## [WHAT TO DO]
Each line of the listing that includes the string "solid" needs to be located and copied.

-- Opening Marker --

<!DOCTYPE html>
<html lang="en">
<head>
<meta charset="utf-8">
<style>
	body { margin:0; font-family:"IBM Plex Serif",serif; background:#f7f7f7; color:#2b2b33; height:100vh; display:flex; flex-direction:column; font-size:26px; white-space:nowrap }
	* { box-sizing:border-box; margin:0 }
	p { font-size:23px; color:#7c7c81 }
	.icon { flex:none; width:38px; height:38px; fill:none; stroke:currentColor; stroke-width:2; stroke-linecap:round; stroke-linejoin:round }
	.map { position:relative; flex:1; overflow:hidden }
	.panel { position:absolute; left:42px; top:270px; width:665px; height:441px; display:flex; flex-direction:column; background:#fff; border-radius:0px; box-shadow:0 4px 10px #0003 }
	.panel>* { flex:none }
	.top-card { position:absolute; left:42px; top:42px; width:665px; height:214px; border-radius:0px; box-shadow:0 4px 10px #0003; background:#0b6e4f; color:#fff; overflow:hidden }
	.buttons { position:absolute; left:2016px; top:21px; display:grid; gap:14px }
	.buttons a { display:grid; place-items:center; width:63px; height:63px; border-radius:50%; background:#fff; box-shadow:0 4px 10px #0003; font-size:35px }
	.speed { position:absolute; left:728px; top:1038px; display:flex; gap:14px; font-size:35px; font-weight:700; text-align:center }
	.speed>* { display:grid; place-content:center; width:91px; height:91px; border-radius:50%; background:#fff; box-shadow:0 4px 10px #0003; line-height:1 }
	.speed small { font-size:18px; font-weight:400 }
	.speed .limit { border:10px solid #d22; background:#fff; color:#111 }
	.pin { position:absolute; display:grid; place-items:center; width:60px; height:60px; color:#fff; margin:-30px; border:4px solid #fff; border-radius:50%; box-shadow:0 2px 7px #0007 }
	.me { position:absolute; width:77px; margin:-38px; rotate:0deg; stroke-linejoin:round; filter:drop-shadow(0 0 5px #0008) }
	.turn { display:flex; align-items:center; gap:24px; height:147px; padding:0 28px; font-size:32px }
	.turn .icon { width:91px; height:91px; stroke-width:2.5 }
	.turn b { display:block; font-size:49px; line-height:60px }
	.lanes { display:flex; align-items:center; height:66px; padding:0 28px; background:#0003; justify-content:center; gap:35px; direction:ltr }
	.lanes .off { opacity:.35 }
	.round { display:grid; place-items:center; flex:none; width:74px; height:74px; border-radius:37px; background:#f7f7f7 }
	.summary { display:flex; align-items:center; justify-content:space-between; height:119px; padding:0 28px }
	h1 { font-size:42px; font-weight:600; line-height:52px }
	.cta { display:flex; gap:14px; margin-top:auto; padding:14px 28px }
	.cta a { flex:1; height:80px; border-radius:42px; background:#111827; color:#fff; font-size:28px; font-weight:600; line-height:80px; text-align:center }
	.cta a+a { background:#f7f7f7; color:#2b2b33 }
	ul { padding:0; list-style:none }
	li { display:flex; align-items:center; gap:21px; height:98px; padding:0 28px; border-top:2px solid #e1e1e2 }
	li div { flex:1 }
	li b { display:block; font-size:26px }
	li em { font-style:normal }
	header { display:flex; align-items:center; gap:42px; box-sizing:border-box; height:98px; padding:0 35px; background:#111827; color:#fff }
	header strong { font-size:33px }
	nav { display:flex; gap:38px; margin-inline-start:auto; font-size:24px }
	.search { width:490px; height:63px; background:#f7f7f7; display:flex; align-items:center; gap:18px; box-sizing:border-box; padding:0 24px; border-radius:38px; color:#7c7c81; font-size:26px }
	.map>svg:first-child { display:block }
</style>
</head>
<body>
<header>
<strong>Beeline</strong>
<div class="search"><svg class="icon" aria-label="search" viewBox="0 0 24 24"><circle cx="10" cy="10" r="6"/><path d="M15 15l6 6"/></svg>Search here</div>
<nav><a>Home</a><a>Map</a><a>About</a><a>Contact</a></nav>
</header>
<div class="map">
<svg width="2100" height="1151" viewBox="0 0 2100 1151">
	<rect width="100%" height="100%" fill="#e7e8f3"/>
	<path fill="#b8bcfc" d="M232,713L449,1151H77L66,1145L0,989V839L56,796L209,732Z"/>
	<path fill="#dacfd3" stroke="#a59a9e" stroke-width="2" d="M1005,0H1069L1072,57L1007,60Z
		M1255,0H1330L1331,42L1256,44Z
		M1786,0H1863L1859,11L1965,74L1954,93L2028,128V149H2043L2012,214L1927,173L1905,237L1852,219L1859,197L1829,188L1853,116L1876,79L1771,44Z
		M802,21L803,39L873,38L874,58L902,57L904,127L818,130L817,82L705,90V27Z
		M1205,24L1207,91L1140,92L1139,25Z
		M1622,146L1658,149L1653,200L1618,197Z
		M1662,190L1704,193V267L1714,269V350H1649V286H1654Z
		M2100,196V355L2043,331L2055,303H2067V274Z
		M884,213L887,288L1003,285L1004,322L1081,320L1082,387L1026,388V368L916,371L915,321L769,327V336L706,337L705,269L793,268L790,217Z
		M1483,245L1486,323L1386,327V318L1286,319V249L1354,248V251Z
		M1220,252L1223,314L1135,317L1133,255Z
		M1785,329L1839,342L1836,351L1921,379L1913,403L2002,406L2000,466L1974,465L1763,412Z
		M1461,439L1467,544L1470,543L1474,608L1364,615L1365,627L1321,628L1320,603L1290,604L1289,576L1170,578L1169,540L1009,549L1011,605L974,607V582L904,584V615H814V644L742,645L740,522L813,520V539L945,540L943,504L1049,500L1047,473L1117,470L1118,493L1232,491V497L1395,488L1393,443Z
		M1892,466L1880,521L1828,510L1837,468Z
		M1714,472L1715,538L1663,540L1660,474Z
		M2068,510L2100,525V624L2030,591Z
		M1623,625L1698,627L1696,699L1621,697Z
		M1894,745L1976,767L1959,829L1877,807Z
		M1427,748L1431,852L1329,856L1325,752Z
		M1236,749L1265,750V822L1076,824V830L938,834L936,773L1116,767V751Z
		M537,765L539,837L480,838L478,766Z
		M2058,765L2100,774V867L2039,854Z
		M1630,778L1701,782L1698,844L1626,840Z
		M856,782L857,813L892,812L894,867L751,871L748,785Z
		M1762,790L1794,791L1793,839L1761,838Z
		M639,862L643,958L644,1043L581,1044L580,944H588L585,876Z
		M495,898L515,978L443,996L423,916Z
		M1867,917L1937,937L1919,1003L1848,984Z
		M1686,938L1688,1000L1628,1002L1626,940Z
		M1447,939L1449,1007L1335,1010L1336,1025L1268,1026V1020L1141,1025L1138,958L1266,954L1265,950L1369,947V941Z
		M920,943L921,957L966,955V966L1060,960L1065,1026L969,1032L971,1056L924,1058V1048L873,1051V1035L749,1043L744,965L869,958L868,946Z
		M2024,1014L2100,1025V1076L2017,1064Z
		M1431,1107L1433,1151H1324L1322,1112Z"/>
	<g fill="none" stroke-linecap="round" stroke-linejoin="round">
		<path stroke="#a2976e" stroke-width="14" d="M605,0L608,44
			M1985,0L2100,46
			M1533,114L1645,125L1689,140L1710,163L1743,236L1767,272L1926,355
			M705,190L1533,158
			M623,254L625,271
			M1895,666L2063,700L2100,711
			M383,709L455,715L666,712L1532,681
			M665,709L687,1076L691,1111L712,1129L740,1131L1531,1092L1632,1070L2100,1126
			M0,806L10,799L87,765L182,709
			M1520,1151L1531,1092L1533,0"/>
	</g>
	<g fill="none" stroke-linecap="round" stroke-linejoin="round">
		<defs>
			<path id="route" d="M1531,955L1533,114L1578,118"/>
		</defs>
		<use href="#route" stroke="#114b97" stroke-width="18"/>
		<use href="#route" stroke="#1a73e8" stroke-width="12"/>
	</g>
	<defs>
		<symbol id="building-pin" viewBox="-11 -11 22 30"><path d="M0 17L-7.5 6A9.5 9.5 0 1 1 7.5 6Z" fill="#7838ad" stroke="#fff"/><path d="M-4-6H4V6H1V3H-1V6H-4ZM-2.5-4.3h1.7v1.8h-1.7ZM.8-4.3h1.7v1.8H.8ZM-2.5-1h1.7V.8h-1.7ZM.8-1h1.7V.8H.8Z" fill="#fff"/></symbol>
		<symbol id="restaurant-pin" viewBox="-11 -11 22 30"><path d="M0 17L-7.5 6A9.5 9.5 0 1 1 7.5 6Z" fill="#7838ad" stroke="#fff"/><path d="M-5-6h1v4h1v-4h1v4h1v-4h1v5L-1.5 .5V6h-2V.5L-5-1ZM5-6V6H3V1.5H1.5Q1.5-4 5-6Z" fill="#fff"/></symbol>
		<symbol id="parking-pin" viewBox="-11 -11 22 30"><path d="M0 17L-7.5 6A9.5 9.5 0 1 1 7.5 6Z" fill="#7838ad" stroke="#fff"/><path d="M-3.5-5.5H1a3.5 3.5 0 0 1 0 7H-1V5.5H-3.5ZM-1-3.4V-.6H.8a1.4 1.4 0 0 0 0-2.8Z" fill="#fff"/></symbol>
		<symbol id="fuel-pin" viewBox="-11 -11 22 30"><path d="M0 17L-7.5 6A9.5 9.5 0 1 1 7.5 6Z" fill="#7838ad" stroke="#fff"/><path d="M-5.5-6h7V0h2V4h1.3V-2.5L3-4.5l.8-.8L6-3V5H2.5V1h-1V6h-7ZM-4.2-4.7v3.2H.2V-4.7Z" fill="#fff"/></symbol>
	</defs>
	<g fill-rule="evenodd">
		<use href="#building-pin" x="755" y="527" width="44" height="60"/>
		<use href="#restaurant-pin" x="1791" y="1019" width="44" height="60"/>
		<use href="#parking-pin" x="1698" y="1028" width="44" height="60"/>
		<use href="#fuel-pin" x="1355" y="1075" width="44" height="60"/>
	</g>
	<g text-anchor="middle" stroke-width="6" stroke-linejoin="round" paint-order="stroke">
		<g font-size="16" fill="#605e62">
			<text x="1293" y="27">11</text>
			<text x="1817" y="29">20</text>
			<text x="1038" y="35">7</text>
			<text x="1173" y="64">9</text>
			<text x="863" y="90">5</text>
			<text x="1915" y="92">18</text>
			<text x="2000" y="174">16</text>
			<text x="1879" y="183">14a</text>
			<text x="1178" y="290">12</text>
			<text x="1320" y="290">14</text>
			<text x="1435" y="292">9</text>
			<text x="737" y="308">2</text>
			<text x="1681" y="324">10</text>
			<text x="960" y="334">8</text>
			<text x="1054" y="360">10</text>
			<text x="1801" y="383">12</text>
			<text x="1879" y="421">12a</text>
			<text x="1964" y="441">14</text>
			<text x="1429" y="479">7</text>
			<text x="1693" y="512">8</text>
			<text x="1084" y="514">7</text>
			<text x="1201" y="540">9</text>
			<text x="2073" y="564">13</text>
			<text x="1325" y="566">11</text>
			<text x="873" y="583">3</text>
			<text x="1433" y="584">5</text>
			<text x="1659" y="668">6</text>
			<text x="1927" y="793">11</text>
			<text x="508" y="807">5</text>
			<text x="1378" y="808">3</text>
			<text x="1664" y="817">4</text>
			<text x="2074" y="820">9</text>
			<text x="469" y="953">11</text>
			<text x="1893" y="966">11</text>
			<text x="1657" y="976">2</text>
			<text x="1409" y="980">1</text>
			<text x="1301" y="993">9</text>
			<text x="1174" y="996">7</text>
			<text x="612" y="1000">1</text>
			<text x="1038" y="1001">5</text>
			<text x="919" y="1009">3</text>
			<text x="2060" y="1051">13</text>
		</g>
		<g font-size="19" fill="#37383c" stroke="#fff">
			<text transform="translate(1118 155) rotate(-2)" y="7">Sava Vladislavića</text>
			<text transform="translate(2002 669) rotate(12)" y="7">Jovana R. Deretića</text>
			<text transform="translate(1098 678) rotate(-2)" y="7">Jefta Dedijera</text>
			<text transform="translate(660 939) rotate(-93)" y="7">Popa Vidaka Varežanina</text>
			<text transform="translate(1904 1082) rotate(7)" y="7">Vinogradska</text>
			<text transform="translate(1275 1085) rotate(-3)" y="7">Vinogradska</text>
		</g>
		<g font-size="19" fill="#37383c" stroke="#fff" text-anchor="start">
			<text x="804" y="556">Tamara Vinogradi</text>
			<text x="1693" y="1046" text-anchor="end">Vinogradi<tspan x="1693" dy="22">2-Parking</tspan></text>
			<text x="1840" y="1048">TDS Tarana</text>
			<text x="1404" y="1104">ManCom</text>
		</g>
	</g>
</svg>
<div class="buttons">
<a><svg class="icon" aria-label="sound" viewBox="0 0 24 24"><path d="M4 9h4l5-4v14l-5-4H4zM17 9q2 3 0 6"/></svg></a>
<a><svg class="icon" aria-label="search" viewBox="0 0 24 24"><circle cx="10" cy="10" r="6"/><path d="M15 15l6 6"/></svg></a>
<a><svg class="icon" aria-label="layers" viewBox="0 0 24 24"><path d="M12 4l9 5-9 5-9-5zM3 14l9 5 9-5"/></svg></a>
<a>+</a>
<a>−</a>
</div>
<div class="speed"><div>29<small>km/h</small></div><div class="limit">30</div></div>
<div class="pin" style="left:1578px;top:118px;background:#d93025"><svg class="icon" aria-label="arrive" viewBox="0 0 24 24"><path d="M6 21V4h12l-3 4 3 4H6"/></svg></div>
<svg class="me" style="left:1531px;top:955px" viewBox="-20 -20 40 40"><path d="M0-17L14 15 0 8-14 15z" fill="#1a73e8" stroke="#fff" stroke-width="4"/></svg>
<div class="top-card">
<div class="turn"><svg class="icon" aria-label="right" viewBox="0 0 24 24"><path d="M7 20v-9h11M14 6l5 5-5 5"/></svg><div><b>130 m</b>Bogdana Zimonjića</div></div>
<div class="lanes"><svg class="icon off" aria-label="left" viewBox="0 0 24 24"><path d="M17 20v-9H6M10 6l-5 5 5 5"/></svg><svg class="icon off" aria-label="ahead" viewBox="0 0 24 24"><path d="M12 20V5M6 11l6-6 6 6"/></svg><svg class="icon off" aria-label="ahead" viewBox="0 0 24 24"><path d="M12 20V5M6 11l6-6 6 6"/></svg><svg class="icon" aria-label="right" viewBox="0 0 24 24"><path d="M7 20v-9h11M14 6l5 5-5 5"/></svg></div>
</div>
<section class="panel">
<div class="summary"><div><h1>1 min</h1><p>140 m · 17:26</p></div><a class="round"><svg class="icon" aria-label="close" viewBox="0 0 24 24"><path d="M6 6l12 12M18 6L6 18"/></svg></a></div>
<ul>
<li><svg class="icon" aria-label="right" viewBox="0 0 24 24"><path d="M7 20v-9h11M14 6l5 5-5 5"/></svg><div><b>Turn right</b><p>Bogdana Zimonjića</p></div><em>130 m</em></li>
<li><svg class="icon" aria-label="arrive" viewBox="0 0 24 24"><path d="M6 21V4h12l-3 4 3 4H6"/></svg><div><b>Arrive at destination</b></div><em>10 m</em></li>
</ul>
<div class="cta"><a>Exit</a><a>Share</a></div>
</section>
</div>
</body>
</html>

-- Closing Marker --

## [SOLVED EXERCISE]
	.speed .limit { border:10px solid #d22; background:#fff; color:#111 }
	.pin { position:absolute; display:grid; place-items:center; width:60px; height:60px; color:#fff; margin:-30px; border:4px solid #fff; border-radius:50%; box-shadow:0 2px 7px #0007 }
	li { display:flex; align-items:center; gap:21px; height:98px; padding:0 28px; border-top:2px solid #e1e1e2 }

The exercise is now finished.